|Bassanezi, R. B. - UNIV. OF SAO PAULO, BR|
|Busato, L. A. - UNIV. OF SAO PAULO, BR|
|Bergamin-Filho, A. - UNIV. OF SAO PAULO, BR|
|Amorim, L. - UNIV. OF SAO PAULO, BR|
Submitted to: International Organization of Citrus Virologists Proceedings
Publication Type: Peer Reviewed Journal
Publication Acceptance Date: March 18, 2005
Publication Date: March 18, 2005
Citation: Bassanezi, R., Busato, L., Bergamin-Filho, A., Amorim, L., Gottwald, T.R. 2005. Preliminary spatial pattern analysis of huanglongbing in sao paulo, brazil. International Organization of Citrus Virologists Proceedings. Interpretive Summary: Citrus Huanglongbing (Chinese for yellow dragon disease)is considered by the majority of citrus researchers to be the worst disease of citrus worldwide causing major production losses and eventually death of the infected trees. The disease is vectored by an insect that occurs in Florida and Texas but to date the disease does not occur in the US. This past year it was discovered in the western hemisphere for the first time in Sao Paulo Brazil. A new isolate of the bacteria that causes the disease was discovered by Brazilian and French researchers. This study is the first description of the epidemiology of the disease in Brazil, that is, how it increases and spreads. The analysis also included an analysis of the possible interaction of the insect that occurs in Brazil and is implicated as a vector. This work builds on prior work of the fifth author who was the first to describe the epidemiology of the disease in China, the Philippines, and Taiwan. The study also delimited the infection in Brazil and will serve as the basis of information needed to evaluate the possibility of success of an eradication program to rid Brazil of the disease.

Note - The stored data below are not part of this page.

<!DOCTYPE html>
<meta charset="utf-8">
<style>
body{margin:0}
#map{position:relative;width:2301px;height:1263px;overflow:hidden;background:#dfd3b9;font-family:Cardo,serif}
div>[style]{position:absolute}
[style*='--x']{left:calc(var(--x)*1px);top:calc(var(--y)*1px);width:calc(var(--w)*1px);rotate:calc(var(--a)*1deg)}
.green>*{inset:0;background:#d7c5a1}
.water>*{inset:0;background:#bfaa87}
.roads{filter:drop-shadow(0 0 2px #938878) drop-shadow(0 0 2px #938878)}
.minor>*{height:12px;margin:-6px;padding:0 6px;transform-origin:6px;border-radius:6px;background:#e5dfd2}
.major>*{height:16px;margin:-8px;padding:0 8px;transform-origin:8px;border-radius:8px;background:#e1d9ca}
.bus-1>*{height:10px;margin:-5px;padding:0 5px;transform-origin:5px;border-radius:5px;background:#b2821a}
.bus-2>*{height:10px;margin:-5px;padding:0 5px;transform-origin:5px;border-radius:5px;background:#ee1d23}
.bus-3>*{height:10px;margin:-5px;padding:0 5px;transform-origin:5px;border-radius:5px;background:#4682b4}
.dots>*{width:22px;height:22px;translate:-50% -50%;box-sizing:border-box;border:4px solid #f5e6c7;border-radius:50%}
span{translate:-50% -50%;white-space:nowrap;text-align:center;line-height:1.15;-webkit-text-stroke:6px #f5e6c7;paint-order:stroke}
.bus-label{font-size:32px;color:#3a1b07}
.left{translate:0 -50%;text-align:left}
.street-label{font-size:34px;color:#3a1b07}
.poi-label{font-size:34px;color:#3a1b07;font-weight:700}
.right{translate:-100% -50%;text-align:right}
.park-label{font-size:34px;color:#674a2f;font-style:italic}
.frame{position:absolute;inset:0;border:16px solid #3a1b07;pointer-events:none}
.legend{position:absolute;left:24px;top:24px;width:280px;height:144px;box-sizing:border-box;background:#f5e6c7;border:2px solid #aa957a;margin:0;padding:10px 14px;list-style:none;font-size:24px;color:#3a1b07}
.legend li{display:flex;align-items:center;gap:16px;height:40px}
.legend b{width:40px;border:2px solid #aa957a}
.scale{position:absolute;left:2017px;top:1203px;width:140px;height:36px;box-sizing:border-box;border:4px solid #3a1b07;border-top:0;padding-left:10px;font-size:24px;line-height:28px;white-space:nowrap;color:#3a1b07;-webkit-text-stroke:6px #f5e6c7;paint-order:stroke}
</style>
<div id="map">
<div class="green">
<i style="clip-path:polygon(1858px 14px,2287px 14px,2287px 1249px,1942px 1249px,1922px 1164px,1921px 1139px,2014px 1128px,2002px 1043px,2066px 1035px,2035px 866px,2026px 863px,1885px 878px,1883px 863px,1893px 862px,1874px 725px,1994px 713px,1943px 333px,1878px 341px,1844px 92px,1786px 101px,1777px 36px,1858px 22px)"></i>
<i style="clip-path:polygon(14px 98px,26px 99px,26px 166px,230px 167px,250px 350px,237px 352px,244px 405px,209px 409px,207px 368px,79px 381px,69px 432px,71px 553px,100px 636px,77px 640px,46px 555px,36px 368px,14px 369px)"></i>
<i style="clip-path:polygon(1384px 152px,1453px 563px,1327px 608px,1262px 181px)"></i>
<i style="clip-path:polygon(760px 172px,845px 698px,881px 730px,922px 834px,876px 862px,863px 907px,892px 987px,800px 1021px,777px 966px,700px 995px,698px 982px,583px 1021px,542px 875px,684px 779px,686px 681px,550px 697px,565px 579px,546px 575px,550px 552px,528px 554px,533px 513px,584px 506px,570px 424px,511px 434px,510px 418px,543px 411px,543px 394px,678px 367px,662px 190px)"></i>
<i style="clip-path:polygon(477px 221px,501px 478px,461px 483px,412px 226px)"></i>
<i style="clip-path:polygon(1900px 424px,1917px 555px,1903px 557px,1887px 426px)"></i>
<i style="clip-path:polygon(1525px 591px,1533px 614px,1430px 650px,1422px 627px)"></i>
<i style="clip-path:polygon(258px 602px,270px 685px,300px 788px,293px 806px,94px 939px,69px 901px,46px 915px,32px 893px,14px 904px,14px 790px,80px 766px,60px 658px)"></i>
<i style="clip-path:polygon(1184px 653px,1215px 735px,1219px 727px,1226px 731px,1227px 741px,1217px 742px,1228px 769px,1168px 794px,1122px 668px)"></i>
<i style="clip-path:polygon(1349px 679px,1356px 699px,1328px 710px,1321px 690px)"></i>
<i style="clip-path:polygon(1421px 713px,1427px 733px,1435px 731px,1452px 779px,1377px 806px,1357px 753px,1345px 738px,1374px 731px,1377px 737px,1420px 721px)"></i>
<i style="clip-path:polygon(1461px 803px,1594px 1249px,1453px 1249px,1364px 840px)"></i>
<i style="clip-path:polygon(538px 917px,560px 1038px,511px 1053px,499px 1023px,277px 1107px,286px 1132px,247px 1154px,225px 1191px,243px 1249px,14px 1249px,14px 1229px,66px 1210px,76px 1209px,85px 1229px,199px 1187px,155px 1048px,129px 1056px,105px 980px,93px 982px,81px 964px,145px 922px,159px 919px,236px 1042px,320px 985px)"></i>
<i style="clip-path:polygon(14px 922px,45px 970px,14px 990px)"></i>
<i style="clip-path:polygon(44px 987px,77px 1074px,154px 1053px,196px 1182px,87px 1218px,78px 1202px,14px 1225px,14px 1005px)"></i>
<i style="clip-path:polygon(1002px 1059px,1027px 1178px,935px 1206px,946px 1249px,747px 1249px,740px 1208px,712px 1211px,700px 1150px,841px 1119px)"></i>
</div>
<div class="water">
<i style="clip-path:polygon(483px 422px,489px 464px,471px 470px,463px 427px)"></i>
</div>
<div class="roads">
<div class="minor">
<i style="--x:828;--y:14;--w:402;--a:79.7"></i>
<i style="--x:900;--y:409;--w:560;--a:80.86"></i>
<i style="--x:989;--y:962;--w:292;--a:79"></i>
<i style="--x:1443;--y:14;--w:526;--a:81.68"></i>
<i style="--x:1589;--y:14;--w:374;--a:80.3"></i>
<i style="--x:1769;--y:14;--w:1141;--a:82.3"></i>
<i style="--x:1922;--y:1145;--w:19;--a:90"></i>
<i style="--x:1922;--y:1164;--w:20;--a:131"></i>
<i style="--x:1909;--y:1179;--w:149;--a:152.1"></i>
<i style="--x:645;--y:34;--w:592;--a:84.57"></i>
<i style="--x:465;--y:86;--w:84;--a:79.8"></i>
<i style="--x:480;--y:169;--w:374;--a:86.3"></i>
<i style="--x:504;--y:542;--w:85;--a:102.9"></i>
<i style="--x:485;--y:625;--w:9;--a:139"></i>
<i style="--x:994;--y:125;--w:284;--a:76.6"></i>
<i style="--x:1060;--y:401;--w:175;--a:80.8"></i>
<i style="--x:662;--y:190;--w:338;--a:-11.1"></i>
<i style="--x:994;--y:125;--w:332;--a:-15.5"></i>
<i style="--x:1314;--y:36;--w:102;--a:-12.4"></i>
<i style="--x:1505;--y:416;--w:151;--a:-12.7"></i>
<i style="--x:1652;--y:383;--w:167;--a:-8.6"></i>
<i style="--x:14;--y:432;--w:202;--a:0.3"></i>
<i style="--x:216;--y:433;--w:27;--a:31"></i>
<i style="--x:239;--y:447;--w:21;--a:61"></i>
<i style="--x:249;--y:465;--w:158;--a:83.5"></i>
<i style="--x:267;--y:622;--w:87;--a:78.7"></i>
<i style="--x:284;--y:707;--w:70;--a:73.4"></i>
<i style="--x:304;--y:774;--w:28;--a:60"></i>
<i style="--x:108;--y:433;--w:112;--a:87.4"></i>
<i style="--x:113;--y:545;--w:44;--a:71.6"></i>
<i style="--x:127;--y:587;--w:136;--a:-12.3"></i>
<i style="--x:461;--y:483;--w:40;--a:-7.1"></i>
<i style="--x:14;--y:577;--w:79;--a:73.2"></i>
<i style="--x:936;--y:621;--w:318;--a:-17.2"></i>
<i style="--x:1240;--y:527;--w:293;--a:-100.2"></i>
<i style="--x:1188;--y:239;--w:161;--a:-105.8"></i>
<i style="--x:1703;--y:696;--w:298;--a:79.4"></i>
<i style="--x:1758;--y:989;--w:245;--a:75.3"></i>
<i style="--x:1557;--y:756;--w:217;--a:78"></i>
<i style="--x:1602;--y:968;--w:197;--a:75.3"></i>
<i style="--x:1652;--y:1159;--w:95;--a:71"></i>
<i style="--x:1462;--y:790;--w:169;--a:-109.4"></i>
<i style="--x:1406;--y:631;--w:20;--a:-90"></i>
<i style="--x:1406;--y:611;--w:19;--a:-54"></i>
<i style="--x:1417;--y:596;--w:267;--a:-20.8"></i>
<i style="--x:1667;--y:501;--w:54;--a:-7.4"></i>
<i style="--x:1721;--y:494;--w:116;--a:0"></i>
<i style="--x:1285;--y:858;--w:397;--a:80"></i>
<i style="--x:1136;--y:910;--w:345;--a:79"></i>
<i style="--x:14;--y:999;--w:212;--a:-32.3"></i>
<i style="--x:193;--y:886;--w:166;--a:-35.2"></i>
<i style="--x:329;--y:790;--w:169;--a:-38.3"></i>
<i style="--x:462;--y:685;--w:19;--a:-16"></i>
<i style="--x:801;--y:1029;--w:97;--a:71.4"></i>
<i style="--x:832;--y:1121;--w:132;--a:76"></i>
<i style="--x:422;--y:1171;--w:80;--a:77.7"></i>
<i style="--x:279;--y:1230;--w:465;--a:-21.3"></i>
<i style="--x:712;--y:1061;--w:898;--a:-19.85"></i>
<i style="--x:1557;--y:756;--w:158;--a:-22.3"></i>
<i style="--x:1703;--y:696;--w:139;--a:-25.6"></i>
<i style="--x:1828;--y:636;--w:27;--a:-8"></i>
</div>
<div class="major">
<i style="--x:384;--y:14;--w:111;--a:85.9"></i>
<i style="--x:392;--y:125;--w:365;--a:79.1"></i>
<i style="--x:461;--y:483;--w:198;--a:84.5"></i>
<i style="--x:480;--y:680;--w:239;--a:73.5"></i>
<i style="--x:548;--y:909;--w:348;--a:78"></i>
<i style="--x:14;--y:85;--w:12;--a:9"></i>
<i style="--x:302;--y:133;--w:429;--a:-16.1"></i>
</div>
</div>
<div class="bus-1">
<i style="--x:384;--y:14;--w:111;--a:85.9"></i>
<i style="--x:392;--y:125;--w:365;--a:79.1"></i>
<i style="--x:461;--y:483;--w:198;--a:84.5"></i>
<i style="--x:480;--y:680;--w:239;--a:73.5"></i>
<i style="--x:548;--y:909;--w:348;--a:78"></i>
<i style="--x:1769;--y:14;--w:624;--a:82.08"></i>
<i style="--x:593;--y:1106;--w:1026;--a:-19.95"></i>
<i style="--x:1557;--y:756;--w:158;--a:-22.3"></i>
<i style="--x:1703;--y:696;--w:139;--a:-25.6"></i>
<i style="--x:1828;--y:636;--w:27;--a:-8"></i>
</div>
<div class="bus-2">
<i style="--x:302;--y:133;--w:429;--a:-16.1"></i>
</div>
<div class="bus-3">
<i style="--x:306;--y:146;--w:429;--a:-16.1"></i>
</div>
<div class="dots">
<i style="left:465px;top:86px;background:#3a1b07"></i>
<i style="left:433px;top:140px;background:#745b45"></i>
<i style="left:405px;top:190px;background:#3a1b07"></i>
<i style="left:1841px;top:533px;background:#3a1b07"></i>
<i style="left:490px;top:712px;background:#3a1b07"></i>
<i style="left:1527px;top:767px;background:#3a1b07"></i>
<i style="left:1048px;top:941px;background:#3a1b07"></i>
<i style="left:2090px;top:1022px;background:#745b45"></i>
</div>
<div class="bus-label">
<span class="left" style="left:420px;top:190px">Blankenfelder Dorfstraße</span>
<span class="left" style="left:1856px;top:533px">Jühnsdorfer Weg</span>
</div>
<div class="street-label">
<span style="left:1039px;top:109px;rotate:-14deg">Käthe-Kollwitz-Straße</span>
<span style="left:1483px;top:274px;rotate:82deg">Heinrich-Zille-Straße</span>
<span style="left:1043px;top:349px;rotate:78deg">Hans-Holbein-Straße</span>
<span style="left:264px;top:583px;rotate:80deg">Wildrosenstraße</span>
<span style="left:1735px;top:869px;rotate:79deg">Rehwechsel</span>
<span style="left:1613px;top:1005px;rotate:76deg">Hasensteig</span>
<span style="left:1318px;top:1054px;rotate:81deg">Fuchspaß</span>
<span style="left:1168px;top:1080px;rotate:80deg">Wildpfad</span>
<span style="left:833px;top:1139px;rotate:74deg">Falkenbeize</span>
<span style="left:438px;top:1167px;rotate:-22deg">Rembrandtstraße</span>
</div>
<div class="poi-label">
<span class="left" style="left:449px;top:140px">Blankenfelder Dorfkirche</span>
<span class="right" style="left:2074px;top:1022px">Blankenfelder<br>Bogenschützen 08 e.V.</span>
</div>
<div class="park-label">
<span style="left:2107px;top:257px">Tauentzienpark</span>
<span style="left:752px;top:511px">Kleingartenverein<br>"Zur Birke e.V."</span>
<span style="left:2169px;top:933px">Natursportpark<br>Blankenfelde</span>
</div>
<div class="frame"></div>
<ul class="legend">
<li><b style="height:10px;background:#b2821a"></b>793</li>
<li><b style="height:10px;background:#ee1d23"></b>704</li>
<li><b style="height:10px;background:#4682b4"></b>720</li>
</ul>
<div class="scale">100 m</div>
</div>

Technical Abstract: Huanglongbing (HLB) was reported in 2004 in São Paulo, Brazil. Assessments of diseased trees by visual symptoms were made in 36 groves from 8 farms in the Central citrus region of São Paulo State. 155 HLB spatial maps (varying from 0.14 to 25.99% of disease incidence) were analysed, considering quadrat sizes of 2x2, 4x4, 6x6 and 8x8 trees, by the ordinary runs analysis, the binomial index of dispersion and the binary form of Taylor's power law. Aggregation among HLB-symptomatic trees was detected by ordinary runs analysis, with clustering existing in both within- and across-rows directions. However the percentage of aggregation within- and across-rows was low. The binomial index of dispersion for various quadrat sizes suggested aggregation of HLB-symptomatic trees for about 40% of the plots. The relationship between log(observed variance) and log(binomial variance) was highly significant for all four quadrat sizes. Estimated parameters of the binary form of Taylor's power law provided an overall measure of aggregation of HLB-symptomatic trees for all quadrat sizes tested. All estimates of B and A, were statistically different from 1, which indicated a general and significant pattern of aggregation of symptomatic plants for all quadrat sizes tested. The degree of aggregation was also positively related to disease incidence. Data from 20 plots ranging in disease incidence were also analyzed by spatial autocorrelation to examine the association among groups of infected trees using the 2x2 quadrat size. In 14 of 20 cases, clusters of HLB-infected trees were found to be associated with secondary clusters whose centers were at distances ranging from 4.2 to 22.1 tree spaces distant, indicating psyllid vector movement resulting in transmission both to nearby trees causing clusters and to trees at considerable distance initiating new foci of infection.